(Entries supplied Opens)

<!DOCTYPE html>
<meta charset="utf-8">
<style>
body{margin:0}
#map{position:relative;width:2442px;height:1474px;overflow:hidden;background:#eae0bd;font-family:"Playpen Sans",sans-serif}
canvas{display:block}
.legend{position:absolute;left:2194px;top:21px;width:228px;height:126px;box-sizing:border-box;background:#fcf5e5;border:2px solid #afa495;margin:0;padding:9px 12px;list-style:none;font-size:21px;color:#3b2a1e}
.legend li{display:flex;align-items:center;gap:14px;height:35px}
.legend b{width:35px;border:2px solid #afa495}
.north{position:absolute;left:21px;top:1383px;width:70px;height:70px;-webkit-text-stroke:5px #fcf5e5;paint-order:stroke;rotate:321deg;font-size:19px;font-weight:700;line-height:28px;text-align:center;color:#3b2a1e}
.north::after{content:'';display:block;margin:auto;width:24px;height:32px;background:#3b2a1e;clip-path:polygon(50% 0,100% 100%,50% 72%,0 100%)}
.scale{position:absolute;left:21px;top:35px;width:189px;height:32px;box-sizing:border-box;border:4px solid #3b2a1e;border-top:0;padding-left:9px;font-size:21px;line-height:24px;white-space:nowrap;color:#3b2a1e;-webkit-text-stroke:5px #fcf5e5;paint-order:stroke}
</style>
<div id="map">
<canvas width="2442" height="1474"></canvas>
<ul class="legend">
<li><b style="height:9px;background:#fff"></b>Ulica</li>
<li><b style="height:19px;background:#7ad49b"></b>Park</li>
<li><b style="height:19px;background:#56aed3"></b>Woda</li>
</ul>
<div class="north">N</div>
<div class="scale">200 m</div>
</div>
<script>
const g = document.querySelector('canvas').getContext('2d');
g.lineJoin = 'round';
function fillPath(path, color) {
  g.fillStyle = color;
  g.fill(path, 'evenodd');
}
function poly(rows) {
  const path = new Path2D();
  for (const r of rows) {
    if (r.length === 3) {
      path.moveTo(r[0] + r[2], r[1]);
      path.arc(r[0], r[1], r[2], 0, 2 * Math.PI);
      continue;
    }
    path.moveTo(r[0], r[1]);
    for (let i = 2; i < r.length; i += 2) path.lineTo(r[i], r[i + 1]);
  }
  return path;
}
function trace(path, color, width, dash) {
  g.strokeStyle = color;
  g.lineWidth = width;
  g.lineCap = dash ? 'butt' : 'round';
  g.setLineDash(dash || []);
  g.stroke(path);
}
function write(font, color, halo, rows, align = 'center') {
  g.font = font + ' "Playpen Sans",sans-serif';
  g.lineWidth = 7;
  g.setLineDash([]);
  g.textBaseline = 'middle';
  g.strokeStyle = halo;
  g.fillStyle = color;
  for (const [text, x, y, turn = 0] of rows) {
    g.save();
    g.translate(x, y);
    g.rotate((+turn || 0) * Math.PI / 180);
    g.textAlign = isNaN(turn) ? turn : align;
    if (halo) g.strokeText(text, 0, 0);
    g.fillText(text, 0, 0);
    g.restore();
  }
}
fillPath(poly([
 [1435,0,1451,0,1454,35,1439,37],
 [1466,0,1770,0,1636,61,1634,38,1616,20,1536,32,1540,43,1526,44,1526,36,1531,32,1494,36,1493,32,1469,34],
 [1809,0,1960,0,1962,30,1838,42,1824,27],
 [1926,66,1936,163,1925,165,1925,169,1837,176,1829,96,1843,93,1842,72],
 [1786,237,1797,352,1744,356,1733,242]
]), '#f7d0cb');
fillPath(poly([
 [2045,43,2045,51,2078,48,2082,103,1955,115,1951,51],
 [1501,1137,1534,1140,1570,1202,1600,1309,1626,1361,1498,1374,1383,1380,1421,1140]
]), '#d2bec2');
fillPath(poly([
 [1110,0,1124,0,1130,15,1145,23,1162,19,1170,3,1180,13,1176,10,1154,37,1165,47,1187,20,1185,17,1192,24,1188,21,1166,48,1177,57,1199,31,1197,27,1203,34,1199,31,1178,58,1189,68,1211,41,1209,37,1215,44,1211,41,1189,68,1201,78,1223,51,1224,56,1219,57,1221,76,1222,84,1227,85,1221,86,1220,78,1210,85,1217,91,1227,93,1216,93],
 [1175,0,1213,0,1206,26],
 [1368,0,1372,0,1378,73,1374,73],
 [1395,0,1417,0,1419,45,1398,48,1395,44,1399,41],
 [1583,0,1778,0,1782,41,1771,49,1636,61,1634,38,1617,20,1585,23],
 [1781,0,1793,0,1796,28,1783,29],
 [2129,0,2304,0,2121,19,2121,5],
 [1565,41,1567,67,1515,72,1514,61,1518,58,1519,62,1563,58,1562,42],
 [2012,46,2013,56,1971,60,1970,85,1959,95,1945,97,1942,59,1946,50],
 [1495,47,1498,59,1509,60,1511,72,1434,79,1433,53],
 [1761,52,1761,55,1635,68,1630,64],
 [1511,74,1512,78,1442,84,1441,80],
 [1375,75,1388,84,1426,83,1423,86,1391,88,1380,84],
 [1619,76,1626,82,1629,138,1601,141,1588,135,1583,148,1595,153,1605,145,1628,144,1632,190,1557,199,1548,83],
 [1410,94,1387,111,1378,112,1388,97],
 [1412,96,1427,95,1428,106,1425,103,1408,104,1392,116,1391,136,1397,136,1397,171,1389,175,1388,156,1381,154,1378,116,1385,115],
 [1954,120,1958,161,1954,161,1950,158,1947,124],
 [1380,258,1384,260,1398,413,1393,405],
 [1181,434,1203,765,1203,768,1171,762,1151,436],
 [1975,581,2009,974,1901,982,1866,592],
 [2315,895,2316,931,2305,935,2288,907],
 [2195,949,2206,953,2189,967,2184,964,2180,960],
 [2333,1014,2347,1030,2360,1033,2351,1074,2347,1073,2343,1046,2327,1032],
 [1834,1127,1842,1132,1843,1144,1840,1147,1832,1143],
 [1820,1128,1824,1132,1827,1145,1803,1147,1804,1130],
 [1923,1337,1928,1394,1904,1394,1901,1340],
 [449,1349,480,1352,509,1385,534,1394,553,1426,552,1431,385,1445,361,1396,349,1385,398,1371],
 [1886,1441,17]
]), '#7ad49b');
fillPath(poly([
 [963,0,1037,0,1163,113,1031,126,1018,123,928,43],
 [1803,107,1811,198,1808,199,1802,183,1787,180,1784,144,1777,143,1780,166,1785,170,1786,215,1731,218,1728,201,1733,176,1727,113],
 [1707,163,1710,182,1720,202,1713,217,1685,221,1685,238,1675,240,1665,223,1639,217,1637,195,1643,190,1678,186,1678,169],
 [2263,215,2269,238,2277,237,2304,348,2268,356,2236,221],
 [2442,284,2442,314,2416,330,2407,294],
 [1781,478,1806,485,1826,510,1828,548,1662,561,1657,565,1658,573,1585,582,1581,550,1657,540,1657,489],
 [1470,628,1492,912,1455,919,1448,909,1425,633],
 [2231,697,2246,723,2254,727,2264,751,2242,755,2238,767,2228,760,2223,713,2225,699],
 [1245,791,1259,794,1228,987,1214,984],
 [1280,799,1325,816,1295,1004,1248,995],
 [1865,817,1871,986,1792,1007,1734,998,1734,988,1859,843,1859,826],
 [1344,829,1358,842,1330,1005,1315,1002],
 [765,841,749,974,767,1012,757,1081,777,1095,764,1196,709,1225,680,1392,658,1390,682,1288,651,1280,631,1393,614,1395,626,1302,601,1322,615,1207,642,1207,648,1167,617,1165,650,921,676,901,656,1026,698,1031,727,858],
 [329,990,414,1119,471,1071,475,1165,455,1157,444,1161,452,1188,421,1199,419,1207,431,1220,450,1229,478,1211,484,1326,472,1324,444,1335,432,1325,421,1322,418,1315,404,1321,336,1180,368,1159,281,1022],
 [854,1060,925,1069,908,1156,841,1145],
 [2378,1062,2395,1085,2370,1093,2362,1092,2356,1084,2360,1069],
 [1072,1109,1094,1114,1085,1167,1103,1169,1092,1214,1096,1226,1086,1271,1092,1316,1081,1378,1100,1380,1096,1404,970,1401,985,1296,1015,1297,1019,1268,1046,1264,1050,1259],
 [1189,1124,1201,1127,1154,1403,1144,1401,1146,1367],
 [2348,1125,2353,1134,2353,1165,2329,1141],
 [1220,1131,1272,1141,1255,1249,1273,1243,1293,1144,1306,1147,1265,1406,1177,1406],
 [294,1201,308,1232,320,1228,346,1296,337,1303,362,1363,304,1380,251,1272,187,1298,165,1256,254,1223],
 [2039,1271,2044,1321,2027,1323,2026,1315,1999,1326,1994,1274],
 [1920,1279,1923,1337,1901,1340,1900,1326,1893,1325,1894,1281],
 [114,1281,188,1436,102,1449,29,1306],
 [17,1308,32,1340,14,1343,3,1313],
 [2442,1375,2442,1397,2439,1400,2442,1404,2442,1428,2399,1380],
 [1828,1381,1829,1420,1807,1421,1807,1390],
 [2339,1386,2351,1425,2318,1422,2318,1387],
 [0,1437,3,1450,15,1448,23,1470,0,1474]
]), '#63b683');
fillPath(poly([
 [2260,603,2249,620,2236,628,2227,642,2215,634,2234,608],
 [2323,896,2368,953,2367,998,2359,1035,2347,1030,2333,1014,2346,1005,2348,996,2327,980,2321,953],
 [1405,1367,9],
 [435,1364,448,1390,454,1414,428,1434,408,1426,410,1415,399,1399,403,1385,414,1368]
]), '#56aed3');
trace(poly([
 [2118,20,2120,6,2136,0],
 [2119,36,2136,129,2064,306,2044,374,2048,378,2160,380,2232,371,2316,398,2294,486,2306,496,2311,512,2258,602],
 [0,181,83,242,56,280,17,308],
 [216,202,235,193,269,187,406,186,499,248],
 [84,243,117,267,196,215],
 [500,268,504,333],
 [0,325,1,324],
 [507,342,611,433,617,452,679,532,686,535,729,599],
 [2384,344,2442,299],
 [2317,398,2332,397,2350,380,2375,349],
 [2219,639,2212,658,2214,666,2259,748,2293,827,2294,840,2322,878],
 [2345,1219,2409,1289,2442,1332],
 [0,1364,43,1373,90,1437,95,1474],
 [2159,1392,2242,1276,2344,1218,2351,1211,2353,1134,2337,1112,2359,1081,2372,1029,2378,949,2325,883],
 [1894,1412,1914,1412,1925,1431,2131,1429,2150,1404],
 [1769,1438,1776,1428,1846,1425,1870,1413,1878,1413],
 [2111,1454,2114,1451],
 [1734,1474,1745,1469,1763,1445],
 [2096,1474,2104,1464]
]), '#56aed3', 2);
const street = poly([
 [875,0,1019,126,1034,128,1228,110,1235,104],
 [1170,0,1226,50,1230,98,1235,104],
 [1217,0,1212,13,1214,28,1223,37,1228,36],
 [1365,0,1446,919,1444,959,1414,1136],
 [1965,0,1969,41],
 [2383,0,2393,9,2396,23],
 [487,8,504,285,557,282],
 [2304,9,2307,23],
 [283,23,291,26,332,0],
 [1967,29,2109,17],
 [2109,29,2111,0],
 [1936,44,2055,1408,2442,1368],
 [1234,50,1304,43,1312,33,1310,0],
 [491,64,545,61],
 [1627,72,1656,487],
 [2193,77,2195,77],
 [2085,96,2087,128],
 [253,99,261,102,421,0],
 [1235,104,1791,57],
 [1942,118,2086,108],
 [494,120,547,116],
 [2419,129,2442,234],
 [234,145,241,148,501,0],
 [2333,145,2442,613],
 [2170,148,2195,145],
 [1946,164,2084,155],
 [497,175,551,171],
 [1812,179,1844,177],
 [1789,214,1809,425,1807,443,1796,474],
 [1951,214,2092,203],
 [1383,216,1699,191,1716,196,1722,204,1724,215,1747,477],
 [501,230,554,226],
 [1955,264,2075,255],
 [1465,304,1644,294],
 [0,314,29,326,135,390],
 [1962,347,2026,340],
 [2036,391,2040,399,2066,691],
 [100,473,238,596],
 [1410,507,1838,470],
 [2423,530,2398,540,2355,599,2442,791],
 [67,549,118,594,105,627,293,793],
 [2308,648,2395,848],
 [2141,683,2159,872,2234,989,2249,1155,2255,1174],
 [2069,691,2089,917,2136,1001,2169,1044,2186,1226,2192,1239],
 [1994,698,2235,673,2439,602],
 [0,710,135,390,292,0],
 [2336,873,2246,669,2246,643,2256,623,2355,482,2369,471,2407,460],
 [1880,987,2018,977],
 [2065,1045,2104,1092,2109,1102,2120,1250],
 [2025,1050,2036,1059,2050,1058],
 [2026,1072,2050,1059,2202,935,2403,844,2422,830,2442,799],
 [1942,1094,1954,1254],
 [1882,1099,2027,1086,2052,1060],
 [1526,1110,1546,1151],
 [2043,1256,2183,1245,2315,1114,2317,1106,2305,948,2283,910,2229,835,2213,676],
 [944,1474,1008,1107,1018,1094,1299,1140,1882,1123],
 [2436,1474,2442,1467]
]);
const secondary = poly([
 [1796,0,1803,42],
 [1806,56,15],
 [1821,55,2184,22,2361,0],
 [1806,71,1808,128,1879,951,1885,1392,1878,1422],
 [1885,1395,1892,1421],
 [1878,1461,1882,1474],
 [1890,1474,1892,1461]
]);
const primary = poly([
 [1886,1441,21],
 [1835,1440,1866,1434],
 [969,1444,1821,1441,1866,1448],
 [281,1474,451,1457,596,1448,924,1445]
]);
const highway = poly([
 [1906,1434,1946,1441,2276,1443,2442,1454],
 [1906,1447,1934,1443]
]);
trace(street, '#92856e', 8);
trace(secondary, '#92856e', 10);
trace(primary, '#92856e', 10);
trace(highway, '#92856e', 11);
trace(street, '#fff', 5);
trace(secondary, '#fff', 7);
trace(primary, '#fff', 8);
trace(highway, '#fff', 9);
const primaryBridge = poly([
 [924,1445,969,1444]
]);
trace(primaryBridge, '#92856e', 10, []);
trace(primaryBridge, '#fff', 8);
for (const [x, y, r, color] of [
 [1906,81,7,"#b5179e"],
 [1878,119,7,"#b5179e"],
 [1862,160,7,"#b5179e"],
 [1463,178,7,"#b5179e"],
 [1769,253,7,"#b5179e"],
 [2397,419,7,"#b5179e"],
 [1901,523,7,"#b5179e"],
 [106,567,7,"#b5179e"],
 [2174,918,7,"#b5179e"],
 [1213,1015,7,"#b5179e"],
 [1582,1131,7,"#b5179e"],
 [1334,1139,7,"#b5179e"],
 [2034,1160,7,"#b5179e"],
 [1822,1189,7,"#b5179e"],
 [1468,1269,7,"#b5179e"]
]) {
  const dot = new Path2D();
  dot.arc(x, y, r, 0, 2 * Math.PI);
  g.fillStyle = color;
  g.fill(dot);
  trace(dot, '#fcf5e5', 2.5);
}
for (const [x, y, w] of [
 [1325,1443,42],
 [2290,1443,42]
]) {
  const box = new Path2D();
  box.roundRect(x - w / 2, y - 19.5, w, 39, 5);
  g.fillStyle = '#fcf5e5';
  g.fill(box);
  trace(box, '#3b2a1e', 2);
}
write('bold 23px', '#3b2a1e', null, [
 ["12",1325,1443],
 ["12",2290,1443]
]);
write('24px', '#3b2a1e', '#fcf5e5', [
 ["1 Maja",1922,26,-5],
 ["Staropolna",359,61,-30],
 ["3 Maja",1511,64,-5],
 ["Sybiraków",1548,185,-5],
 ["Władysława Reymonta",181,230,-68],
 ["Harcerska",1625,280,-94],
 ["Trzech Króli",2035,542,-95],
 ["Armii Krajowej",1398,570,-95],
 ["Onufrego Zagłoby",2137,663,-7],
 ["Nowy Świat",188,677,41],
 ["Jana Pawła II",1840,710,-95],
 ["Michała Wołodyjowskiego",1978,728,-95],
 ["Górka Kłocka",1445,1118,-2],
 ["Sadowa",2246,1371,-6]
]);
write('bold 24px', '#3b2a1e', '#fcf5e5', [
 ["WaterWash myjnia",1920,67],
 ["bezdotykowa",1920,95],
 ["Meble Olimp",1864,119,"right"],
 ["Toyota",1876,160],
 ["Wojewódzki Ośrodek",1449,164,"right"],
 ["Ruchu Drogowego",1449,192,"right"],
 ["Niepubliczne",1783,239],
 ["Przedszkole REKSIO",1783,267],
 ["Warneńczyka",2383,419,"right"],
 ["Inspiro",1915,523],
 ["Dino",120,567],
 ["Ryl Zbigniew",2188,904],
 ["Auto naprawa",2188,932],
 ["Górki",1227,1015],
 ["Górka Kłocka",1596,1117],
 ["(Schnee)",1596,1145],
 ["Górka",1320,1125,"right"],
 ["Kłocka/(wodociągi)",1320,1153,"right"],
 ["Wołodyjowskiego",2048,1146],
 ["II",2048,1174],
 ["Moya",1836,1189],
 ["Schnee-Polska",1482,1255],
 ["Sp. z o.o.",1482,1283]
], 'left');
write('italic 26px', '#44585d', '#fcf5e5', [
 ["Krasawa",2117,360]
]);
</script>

(Entries supplied Closes)

Taking the entries above, write out exactly each line from the one holding "g.strokeStyle = halo;" to the one holding "g.textAlign = isNaN(turn) ? turn : align;", both included, and stop there.

Solved exercise →
  g.strokeStyle = halo;
  g.fillStyle = color;
  for (const [text, x, y, turn = 0] of rows) {
    g.save();
    g.translate(x, y);
    g.rotate((+turn || 0) * Math.PI / 180);
    g.textAlign = isNaN(turn) ? turn : align;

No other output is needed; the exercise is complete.